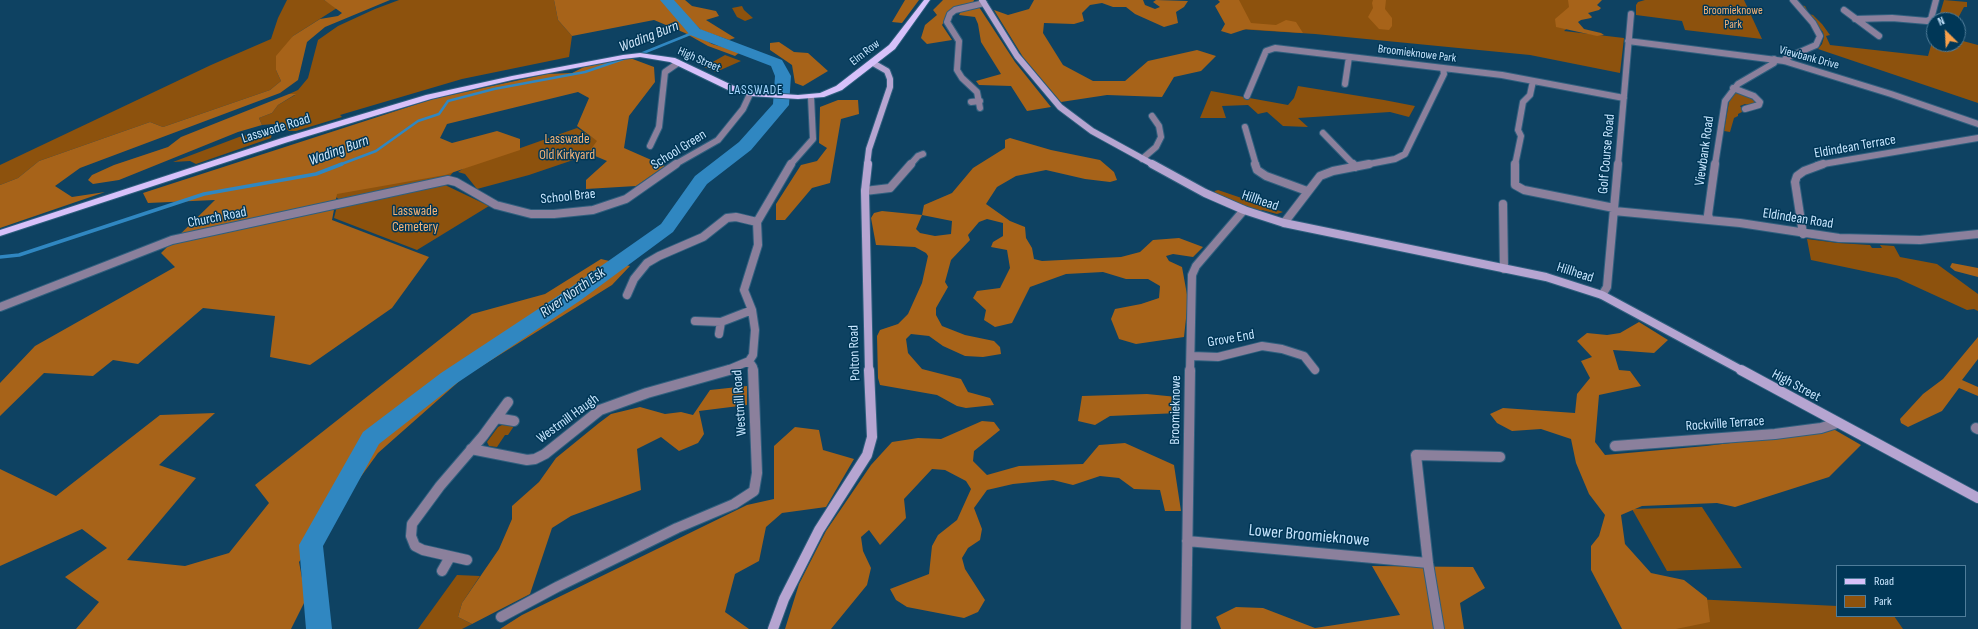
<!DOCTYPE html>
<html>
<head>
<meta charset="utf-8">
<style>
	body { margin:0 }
	#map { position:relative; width:1978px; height:629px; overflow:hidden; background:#0e4262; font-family:"Sofia Sans Condensed",sans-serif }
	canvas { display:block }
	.legend { position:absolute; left:1836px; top:565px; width:130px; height:52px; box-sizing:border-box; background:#003757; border:1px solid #4f7d9a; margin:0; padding:5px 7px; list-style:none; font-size:12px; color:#c6e5fe }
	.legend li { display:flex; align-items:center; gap:8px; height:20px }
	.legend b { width:20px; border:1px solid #4f7d9a }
	.north { position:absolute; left:1926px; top:12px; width:40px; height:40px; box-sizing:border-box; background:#003757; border:1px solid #4f7d9a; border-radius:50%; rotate:336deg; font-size:11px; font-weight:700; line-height:16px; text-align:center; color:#c6e5fe }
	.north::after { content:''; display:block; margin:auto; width:14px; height:18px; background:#f8a14b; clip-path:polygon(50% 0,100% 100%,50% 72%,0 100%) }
</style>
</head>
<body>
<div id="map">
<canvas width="1978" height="629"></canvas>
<ul class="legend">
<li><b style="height:5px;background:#d7c1fa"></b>Road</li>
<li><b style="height:11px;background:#8d520d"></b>Park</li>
</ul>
<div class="north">N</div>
</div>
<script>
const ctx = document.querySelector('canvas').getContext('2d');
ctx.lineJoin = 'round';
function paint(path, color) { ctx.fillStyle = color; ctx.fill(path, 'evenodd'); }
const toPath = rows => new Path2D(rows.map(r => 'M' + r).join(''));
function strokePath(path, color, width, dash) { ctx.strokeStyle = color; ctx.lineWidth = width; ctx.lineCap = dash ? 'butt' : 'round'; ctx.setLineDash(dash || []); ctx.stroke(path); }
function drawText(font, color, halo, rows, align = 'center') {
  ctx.font = font + ' "Sofia Sans Condensed",sans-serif'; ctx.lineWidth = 3; ctx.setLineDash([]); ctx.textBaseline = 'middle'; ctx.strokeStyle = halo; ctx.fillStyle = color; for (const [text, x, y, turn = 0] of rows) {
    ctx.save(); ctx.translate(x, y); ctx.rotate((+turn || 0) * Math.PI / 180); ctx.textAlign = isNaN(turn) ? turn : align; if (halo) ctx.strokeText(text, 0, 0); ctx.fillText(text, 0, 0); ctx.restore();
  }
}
const green = toPath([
	[287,0,324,0,337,8,293,36,276,70,281,81,270,90,163,127,150,122,39,161,18,178,0,185,0,165,211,65,271,39,278,18],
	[399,0,554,0,558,20,572,36,569,57,462,79,340,115,342,117,296,131,289,131,283,126,274,124,262,125,259,118,272,113,278,105,295,95,289,94,298,90,308,78,318,40,338,26,375,9],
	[1227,0,1600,0,1564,31,1624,38,1620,73,1530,55,1315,34,1238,29],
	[1645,0,1744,0,1762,39,1685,30,1682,21,1636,15,1636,5,1638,2],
	[1944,0,1967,2,1967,7,1964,7,1957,20,1938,20],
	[1799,5,1805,6,1809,14,1813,15,1822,24,1830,35,1826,36,1830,45,1928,56,1934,35,1934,44,1958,44,1958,23,1962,25,1959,40,1978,45,1978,103,1818,49,1822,44,1824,37,1823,32],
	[742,6,744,10,753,18,745,21,737,17,732,8],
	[725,55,741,61,716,72,704,67],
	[1298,86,1384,100,1415,106,1409,117,1390,112,1298,118,1308,127,1283,126,1267,112,1258,114,1248,105,1222,106,1226,118,1200,118,1211,91,1288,105,1294,98],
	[1738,92,1756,99,1757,104,1751,106,1745,104,1740,106,1744,111,1738,114,1738,116,1734,118,1730,132,1724,131,1729,102,1735,93],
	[577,128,600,142,582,157,529,175,477,189,465,174,458,172,464,168],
	[263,131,272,133,271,138,196,164,190,161,173,162,239,137],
	[377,162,455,170,449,177,340,200,333,195],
	[445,185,489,206,417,250,334,218,337,206],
	[1218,190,1283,212,1277,214,1262,210,1260,212,1214,193,1215,191],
	[1807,239,1838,243,1870,245,1872,248,1882,248,1880,245,1894,246,1900,257,1937,264,1978,294,1978,311,1974,309,1967,310,1897,278,1811,260],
	[502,425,514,426,508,435,505,435,497,447,489,446,487,442,498,427],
	[1702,507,1742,568,1667,571,1632,509],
	[457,575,480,576,462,603,458,617,472,624,462,629,418,629],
	[1632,596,1837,606,1837,616,1894,616,1903,629,1638,629]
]);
const forest = toPath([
	[324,0,390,0,325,27,307,42,298,80,280,93,80,168,55,186,72,197,105,192,0,228,0,185,18,178,39,161,150,122,163,127,270,90,281,81,276,70,276,56,293,36,320,19,338,16,342,13],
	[554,0,661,0,686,29,712,44,740,52,735,56,708,46,685,33,654,20,572,36,558,20],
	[671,0,685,0,692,6,716,11,719,16,706,20,735,38,729,40,701,30],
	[905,0,919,0,902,23,892,22],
	[943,0,974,0,973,3,960,5,951,10,942,25,952,40,927,44,921,38,925,25,937,15,933,10],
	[1034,0,1143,0,1145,5,1155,9,1160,7,1153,2,1156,0,1188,1,1184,7,1176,12,1178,23,1164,27,1135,14,1126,7,1113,7,1102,3,1090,5,1082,13,1084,21,1074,24,1044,23,1043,33,1063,65,1093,81,1125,81,1148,61,1197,50,1216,56,1201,71,1174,77,1162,97,1107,95,1061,102,1023,57,994,10,1008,15,1029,9],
	[1218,0,1239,0,1251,23,1276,25,1286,20,1296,22,1303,33,1246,29,1231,34,1221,31,1225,24,1215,6,1220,2],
	[1373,0,1386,0,1385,9,1392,18,1392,26,1389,30,1379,29,1368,17,1373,8,1372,3],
	[1568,0,1602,0,1597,5,1601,8,1599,10,1588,13,1592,17,1591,18,1581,20,1578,22,1584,29,1601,33,1604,35,1597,36,1556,27,1555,19,1569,7],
	[979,7,1015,62,1051,107,1027,111,1011,86,979,85,976,81,1001,74,981,42,978,24,975,17,959,15,961,11],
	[779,42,794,52,808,53,828,71,803,86,795,83,792,65,770,50,770,43],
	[630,58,654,67,655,82,629,116,624,148,665,166,636,186,586,189,586,180,607,161,588,153,597,141,577,126,589,98,578,92,447,124,440,138,452,143,497,131,520,139,520,150,445,175,337,194,332,220,429,257,392,308,310,365,270,357,275,316,203,308,138,364,113,360,93,376,44,373,0,416,0,383,35,346,175,267,161,253,215,200,148,203,143,193,433,99,547,74,572,73,584,67],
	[289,94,296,94,278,105,272,113,259,118,262,125,238,132,119,180,93,184,88,180,92,175,114,165,168,147,181,137],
	[838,100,858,100,859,114,841,119,830,183,812,188,785,220,776,220,776,204,801,165,817,161,827,148,819,143,820,107],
	[1010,138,1051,150,1100,160,1114,172,1117,180,1110,182,1085,179,1046,170,1016,176,997,187,986,204,1010,221,1025,227,1026,238,1032,248,1034,259,1042,261,1121,257,1140,252,1153,240,1179,238,1203,247,1193,257,1173,254,1166,256,1169,261,1182,267,1188,300,1184,337,1136,344,1119,339,1111,319,1115,309,1141,304,1159,298,1160,286,1148,279,1126,279,1103,272,1066,274,1030,287,1012,323,995,327,984,320,986,310,973,298,977,291,1000,288,1010,268,1007,250,991,247,993,242,1003,236,1003,223,987,219,979,222,968,235,970,240,951,260,945,282,948,287,936,308,936,315,942,326,965,335,994,341,1000,347,1001,354,983,357,965,356,943,346,929,336,911,334,906,339,908,353,922,369,961,379,968,392,990,398,994,405,966,408,957,406,937,395,880,385,878,378,877,336,880,330,898,324,908,314,922,283,928,256,926,253,915,247,876,245,871,218,874,213,882,211,922,215,924,205,952,193,973,168,1005,148,1005,140],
	[922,215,952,221,951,234,935,236,920,233,916,229],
	[601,259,630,266,612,285,464,377,378,453,299,562,306,599,291,629,76,629,99,602,65,577,107,548,82,529,0,566,0,469,56,496,160,415,215,413,159,465,196,478,127,560,185,566,229,553,269,503,255,485,472,314,545,294],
	[1952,263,1978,268,1978,277,1955,271,1950,267],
	[1639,322,1668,340,1654,353,1613,350,1619,370,1630,371,1641,386,1599,395,1595,442,1605,455,1706,446,1779,437,1809,430,1835,430,1861,445,1829,477,1735,507,1717,503,1642,506,1621,515,1625,544,1651,573,1684,580,1707,598,1710,622,1676,629,1622,629,1591,570,1591,546,1599,536,1605,515,1589,494,1576,463,1571,439,1541,429,1512,431,1497,423,1490,414,1503,408,1575,413,1577,394,1590,378,1581,361,1592,357,1577,341,1587,333,1607,335,1620,333],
	[1978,337,1978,359,1962,380,1978,387,1978,396,1959,388,1942,411,1908,427,1901,423,1900,419,1923,394,1943,379],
	[747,386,747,405,699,411,704,434,698,443,679,451,661,437,637,449,641,490,571,516,552,528,530,594,472,624,458,617,462,603,499,549,512,519,512,506,539,482,556,458,599,423,611,414,640,407,665,414,681,412,693,415,710,390],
	[1147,394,1177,397,1179,413,1110,416,1095,425,1078,421,1082,396],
	[982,421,994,422,1000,430,974,451,973,461,987,475,1019,466,1083,464,1099,445,1125,443,1174,465,1181,511,1165,511,1160,490,1134,489,1119,478,1100,476,1073,485,1053,480,1013,484,987,490,974,508,982,529,980,540,968,548,962,558,965,569,985,600,978,612,964,618,907,607,896,600,890,589,929,574,932,546,938,535,957,520,971,489,966,481,945,470,932,469,904,499,906,518,880,545,869,530,861,537,863,551,871,568,867,585,831,629,785,629,799,584,826,531,871,465,892,442,918,438,941,439],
	[795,427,819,430,823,450,854,459,826,507,782,513,766,527,759,561,735,574,725,612,749,629,500,629,522,615,747,505,774,499,774,446],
	[1372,566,1473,567,1485,588,1460,603,1464,629,1221,629,1216,617,1236,607,1263,608,1315,628,1400,615]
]);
const streamFar1 = toPath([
	[638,55,695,32],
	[339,165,376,151,418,121,439,114,448,101,494,89,585,72,626,58]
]);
const stream = toPath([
	[0,257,19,255,204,194,316,174,342,164]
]);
const river = toPath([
	[660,0,674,0,700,29,782,60,791,76,789,105,751,150,707,184,673,232,581,300,457,383,379,444,323,546,332,629,306,629,299,545,363,432,441,373,567,290,661,224,695,176,739,142,773,104,775,76,771,66,690,35,660,0]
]);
const streetFar2 = toPath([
	[1844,10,1879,36],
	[1855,19,1892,18,1927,21,1931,19,1936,0],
	[1628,41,1784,61,1891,94,1978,124],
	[1784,61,1786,58,1816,45,1820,36,1813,23,1793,0],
	[1345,84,1349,57],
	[1733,88,1754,96,1760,102,1759,105,1745,109],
	[1247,96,1266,51,1275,48,1502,75,1624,98],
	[971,102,980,101],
	[980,108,977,92,962,78,957,70,959,41,947,22,950,14,955,10,984,3],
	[1245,127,1256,165],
	[1323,133,1354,165],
	[650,146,659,127,665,72,678,63],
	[1142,159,1156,147,1161,137,1159,126,1152,116],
	[674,165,718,140,743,109,750,94],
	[790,165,813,139,811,97],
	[910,165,918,156,923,154],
	[1364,165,1395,159,1405,154,1444,74,1443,69],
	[1515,165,1521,136,1518,130,1523,102,1530,95,1533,81],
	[1618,165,1631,14],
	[1715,165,1725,101,1738,84,1774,63,1774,59],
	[1817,165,1978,138]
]);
const streetFar1 = toPath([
	[1255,164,1257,170,1266,176,1307,191],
	[1353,164,1356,167],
	[1515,164,1515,185,1524,190,1614,208],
	[865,191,890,188,911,164],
	[1503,204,1504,269],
	[1614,211,1740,223,1839,238,1920,240,1978,234],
	[1710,220,1708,215,1715,164],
	[1284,223,1320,176,1333,171,1369,164],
	[1803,234,1795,182,1797,176,1804,171,1823,164],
	[627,295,634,279,647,263,659,256,703,237,727,218,736,217,757,222],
	[1602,295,1607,287,1618,164],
	[0,307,172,240,448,180,456,182,496,205,531,214,554,214,593,210,626,199,676,164],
	[695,321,721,322,752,310],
	[719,334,721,322],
	[1192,356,1218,357,1262,346,1282,349,1304,356,1315,370],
	[725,371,749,361],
	[753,371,753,367,749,361,753,355,755,330,752,310,744,290,758,245,757,222,791,164],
	[1190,371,1192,275,1196,266,1244,210]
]);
const street = toPath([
	[496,418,514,421],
	[1976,428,1978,429],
	[1615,446,1775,434,1821,428,1837,423],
	[471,449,527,460,535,459,545,454,600,410,647,393,729,370],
	[1187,541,1428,563],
	[467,560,423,550,415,546,411,536,412,524,440,486,483,436,508,402],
	[442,571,450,557],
	[501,617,557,587,677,528,734,504,754,491,757,473,753,370],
	[1186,629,1190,370],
	[1439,629,1428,563,1416,455,1500,457]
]);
const secondaryFar2 = toPath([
	[982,0,1017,56,1060,107,1092,131,1154,165],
	[867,165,869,149,890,87,890,79,887,71,873,63]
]);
const secondaryFar1 = toPath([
	[868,164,865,191,869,371],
	[1152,164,1205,193,1244,210,1284,223,1546,277,1602,295,1743,371]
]);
const secondary = toPath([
	[1741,370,1978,498],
	[773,629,784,599,819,530,867,455,872,437,869,370]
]);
const primary = toPath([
	[924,0,930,0,895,49,842,90,824,97,798,99,750,96,728,90,670,62,640,57,623,59,512,80,431,99,288,142,0,236,0,230,282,138,426,95,512,76,623,55,640,53,675,58,734,86,751,92,798,95,820,93,836,86,889,45,924,0]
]);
const farParknames = [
	["Broomieknowe",1733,11],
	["Park",1733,25]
];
const farStreetnames = [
	["Elm Row",865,53,-38],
	["Broomieknowe Park",1417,54,7],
	["Viewbank Drive",1809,58,15],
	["High Street",699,60,24]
];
const farQuarternames = [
	["LASSWADE",756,91]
];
const streetNames = [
	["Lasswade Road",276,129,-17],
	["Eldindean Terrace",1855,147,-10],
	["School Green",679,150,-32],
	["Viewbank Road",1705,151,-82],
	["Golf Course Road",1607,154,-85],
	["School Brae",568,197,-6],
	["Hillhead",1260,201,19],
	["Church Road",217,218,-11],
	["Eldindean Road",1798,219,9],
	["Hillhead",1575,273,18],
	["Grove End",1231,339,-10],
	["Polton Road",855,353,-92],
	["High Street",1796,386,28],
	["Westmill Road",740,403,-94],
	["Broomieknowe",1176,410,-89],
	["Westmill Haugh",568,419,-36],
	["Rockville Terrace",1725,424,-4]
];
const parkNames = [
	["Lasswade",567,139],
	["Old Kirkyard",567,155],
	["Lasswade",415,211],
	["Cemetery",415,227]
];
const waterNames = [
	["Wading Burn",649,37,-21],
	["Wading Burn",339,151,-20],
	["River North Esk",573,293,-35]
];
const nearStreetnames = [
	["Lower Broomieknowe",1309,536,5]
];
paint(green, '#8d520d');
paint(forest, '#a76319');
strokePath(streamFar1, '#3087c1', 2.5);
strokePath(stream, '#3087c1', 3.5);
paint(river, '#3087c1');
strokePath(streetFar2, '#2f5f7e', 8);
strokePath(streetFar1, '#2f5f7e', 10);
strokePath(street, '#2f5f7e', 12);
strokePath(secondaryFar2, '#2f5f7e', 8);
strokePath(secondaryFar1, '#2f5f7e', 10);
strokePath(secondary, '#2f5f7e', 12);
strokePath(primary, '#2f5f7e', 2);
strokePath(streetFar2, '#8b809c', 6);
strokePath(streetFar1, '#8b809c', 8);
strokePath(street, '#8b809c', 10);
strokePath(secondaryFar2, '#b6a5d1', 6);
strokePath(secondaryFar1, '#b6a5d1', 8);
strokePath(secondary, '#b6a5d1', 10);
paint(primary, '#d7c1fa');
drawText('12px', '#f4b277', '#003757', farParknames);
drawText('12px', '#c6e5fe', '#003757', farStreetnames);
ctx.letterSpacing = '1px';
drawText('13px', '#a4d7ff', '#003757', farQuarternames);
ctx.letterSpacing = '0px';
drawText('14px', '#c6e5fe', '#003757', streetNames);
drawText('14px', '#f4b277', '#003757', parkNames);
drawText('italic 15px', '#cfe6f9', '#003757', waterNames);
drawText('17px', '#c6e5fe', '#003757', nearStreetnames);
</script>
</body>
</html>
------------
*What you have to do*. Working through the entries above, copy every line in which "lineWidth" is found.

*Result for this exercise*.
function strokePath(path, color, width, dash) { ctx.strokeStyle = color; ctx.lineWidth = width; ctx.lineCap = dash ? 'butt' : 'round'; ctx.setLineDash(dash || []); ctx.stroke(path); }
  ctx.font = font + ' "Sofia Sans Condensed",sans-serif'; ctx.lineWidth = 3; ctx.setLineDash([]); ctx.textBaseline = 'middle'; ctx.strokeStyle = halo; ctx.fillStyle = color; for (const [text, x, y, turn = 0] of rows) {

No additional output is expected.